Here is how to get the full complement of compiling tools, headers and libraries needed to compile latencytop. A further Note: This may not yet be enough to execute latencytop as it then encourages you to enable the CONFIG_LATENCYTOP configuration in your kernel. That is on my ToDo list - I may have to contact the author of latencytop about that issue. Here is what you need to get to that step if you are running Ubuntu Gutsy Gibbon (7.10) and only have the equivalent of a Live CD environment installed:
You will need to install several packages. Here is the Synaptic Package Manager History of my installations:
Synaptic Package Manager History:
1) Commit Log for Mon Jan 21 11:50:35 2008
Installed the following packages:
cpp-4.2 (4.2.1-5ubuntu4)
gcc-4.2 (4.2.1-5ubuntu4)
libgomp1 (4.2.1-5ubuntu4)
2) Commit Log for Mon Jan 21 12:27:25 2008
Upgraded the following packages:
libc6 (2.6.1-1ubuntu9) to 2.6.1-1ubuntu10
libc6-i686 (2.6.1-1ubuntu9) to 2.6.1-1ubuntu10
Installed the following packages:
build-essential (11.3ubuntu1)
dpkg-dev (1.14.5ubuntu16)
g++ (4:4.1.2-9ubuntu2)
g++-4.1 (4.1.2-16ubuntu2)
libc6-dev (2.6.1-1ubuntu10)
libstdc++6-4.1-dev (4.1.2-16ubuntu2)
linux-libc-dev (2.6.22-14.47)
patch (2.5.9-4)
3) Commit Log for Mon Jan 21 13:21:35 2008
Installed the following packages:
libglib2.0-dev (2.14.1-1ubuntu1)
4) Commit Log for Mon Jan 21 13:26:31 2008
Installed the following packages:
libncurses5-dev (5.6+20070716-1ubuntu3)
5) Commit Log for Mon Jan 21 13:33:24 2008
Installed the following packages:
libncursesw5-dev (5.6+20070716-1ubuntu3)
Next, in order to complete your understanding of all of the files that have been installed onto my vanilla Ubuntu Gutsy Gibbon (7.10) Live CD environment, here is a list of the files (by package list, i.e. each .list file contains the absolute file names installed of that particular package) in /var/lib/dpkg/info that were installed:
-rw-r--r-- 1 root root 1072 2008-01-21 13:34 libncursesw5-dev.list
-rw-r--r-- 1 root root 48545 2008-01-21 13:31 libncurses5-dev.list
-rw-r--r-- 1 root root 4239 2008-01-21 13:23 libglib2.0-dev.list
-rw-r--r-- 1 root root 390 2008-01-21 12:58 build-essential.list
-rw-r--r-- 1 root root 3511 2008-01-21 12:58 dpkg-dev.list
-rw-r--r-- 1 root root 501 2008-01-21 12:58 g++-4.1.list
-rw-r--r-- 1 root root 211 2008-01-21 12:58 g++.list
-rw-r--r-- 1 root root 28970 2008-01-21 12:58 libstdc++6-4.1-dev.list
-rw-r--r-- 1 root root 337 2008-01-21 12:58 patch.list
-rw-r--r-- 1 root root 12322 2008-01-21 12:58 libc6-dev.list
-rw-r--r-- 1 root root 1807 2008-01-21 12:58 libc6-i686.list
-rw-r--r-- 1 root root 21753 2008-01-21 12:58 linux-libc-dev.list
-rw-r--r-- 1 root root 8965 2008-01-21 12:58 libc6.list
-rw-r--r-- 1 root root 2574 2008-01-21 12:01 gcc-4.2.list
-rw-r--r-- 1 root root 383 2008-01-21 12:01 cpp-4.2.list
-rw-r--r-- 1 root root 115 2008-01-21 12:01 libgomp1.list
What I do to retain the installed files is to combine the .list files, and create a .tar file of all of the files by full (absolute) pathname from the root directory, /, as follows:
cd /
tar -cf /home/ubuntu/Desktop/installed-files.tar `cat combined-lists-installed-files`
You can ignore the fact that the leading '/' is dropped when tar executes.
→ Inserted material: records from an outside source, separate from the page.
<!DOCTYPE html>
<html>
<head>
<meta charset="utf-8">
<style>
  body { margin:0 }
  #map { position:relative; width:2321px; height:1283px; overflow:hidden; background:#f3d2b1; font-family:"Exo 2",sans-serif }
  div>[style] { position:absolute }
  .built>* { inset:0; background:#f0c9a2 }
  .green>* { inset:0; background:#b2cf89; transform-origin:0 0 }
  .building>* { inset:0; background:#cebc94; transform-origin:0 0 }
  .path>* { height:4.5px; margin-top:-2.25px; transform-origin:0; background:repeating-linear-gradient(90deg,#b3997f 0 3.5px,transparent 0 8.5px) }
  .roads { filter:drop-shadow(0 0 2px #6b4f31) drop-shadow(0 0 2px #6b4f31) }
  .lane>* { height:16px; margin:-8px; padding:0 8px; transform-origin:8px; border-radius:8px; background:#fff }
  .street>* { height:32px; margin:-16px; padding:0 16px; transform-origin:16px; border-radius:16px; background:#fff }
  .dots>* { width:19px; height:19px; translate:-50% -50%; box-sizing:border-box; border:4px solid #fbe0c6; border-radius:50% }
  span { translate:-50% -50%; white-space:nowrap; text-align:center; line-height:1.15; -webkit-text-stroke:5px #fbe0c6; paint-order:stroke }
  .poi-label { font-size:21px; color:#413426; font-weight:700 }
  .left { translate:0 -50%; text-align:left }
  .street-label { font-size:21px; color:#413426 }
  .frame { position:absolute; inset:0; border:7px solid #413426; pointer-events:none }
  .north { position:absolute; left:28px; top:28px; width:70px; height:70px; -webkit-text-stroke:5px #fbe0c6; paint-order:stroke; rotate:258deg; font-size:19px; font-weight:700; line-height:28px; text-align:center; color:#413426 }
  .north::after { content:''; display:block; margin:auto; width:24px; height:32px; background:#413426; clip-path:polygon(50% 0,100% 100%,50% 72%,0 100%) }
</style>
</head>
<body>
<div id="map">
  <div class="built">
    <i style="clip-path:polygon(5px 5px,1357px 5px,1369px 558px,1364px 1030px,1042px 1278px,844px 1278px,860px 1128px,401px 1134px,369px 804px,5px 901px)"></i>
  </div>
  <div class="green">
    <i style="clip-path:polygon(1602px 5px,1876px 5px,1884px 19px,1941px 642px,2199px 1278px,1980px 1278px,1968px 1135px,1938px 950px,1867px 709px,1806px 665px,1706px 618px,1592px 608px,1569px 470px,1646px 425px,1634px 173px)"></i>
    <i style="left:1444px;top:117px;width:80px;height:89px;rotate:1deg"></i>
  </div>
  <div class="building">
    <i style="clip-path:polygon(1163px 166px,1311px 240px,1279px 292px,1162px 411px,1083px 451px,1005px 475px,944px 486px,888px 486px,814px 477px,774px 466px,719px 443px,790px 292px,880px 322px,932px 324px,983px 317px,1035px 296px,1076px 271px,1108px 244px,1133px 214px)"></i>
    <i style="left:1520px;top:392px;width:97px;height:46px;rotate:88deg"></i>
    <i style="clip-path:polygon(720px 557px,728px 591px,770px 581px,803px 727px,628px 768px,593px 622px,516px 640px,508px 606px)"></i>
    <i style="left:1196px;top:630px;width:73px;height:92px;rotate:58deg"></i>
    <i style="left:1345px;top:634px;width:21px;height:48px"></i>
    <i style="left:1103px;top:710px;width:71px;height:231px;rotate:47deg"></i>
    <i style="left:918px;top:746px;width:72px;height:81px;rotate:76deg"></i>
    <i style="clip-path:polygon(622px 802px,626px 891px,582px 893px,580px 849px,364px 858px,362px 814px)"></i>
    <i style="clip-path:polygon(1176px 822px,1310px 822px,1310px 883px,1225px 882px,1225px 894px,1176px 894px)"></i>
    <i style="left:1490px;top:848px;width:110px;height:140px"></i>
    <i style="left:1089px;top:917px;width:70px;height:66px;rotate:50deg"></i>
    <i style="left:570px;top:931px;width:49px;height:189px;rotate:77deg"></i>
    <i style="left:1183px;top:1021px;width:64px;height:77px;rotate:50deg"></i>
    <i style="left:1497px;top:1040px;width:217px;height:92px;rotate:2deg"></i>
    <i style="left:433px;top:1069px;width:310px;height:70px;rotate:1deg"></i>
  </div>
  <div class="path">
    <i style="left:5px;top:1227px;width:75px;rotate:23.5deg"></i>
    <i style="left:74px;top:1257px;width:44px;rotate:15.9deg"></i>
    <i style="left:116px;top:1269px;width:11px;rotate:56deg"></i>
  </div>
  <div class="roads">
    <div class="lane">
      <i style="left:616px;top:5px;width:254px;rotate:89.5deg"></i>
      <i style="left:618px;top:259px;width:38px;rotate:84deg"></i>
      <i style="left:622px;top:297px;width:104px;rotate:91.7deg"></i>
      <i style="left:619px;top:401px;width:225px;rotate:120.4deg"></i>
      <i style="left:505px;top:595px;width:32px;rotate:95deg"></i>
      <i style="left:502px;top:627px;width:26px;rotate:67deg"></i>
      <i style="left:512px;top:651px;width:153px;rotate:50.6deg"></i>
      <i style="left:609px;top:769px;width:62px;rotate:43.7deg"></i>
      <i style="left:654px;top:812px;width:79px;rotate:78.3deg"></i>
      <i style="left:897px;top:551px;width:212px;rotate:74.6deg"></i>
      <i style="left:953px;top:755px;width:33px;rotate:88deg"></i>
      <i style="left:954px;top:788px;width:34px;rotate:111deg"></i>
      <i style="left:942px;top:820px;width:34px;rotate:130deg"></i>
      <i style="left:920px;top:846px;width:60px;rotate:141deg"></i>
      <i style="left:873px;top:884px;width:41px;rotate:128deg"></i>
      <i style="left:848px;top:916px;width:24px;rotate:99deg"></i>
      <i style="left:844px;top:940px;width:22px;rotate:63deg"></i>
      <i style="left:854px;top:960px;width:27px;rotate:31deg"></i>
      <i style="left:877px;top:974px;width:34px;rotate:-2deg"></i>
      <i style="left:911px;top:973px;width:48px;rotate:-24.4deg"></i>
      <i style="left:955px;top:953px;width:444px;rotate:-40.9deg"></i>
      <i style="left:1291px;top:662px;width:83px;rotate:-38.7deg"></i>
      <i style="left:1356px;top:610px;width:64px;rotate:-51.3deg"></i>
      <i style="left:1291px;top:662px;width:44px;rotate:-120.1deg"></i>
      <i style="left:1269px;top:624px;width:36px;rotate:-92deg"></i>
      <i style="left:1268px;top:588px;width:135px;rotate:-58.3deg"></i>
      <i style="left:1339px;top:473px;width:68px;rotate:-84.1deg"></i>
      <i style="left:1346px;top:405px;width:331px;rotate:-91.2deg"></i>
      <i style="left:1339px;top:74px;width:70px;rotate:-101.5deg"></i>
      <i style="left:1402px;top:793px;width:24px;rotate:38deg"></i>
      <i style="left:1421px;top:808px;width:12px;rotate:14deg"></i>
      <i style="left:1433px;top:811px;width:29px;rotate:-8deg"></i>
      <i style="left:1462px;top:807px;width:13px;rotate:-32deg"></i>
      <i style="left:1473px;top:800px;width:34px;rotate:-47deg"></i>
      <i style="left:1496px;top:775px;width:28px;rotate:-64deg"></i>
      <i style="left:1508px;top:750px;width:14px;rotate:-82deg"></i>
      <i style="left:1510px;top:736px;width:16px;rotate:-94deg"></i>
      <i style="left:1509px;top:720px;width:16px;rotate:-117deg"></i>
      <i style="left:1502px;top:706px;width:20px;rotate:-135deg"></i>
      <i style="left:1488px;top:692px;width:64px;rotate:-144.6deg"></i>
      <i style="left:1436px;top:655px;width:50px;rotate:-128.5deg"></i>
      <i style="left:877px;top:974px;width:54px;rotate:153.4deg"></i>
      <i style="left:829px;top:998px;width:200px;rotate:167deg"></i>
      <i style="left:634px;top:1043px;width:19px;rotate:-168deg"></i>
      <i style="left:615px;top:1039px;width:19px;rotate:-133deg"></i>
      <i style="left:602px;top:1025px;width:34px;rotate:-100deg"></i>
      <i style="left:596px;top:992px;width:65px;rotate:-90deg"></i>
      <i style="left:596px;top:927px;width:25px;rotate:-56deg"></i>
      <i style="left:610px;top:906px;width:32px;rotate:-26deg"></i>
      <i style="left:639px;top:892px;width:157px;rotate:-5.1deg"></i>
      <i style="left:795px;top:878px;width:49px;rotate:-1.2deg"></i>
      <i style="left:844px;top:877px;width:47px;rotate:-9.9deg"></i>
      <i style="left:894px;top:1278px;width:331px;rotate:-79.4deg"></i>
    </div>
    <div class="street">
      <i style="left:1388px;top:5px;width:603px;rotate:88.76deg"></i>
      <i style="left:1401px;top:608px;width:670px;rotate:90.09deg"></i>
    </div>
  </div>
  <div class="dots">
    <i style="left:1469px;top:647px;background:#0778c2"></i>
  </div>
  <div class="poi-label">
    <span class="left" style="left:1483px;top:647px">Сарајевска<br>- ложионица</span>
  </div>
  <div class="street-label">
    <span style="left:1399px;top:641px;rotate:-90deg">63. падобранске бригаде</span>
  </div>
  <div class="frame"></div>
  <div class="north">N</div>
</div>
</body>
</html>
I read the .list files into a new file named, combined-lists-installed-files, and run a script I have fashioned that eliminates the directory names so that the result contains only the full (absolute) pathname of files. Then I execute the above two commands.
After that, I compress the .tar file with bzip2, save it to disk, and integrate installing the compressed tar file with my initialization script which accesses where on hard drive I have saved my incrementally installed new environment each time I boot up my computer.
-- Tom
P.S. I'll repost to this thread once I have figured out how to enable the switch in my kernel (or, if that is not possible in my case which is running a Live CD).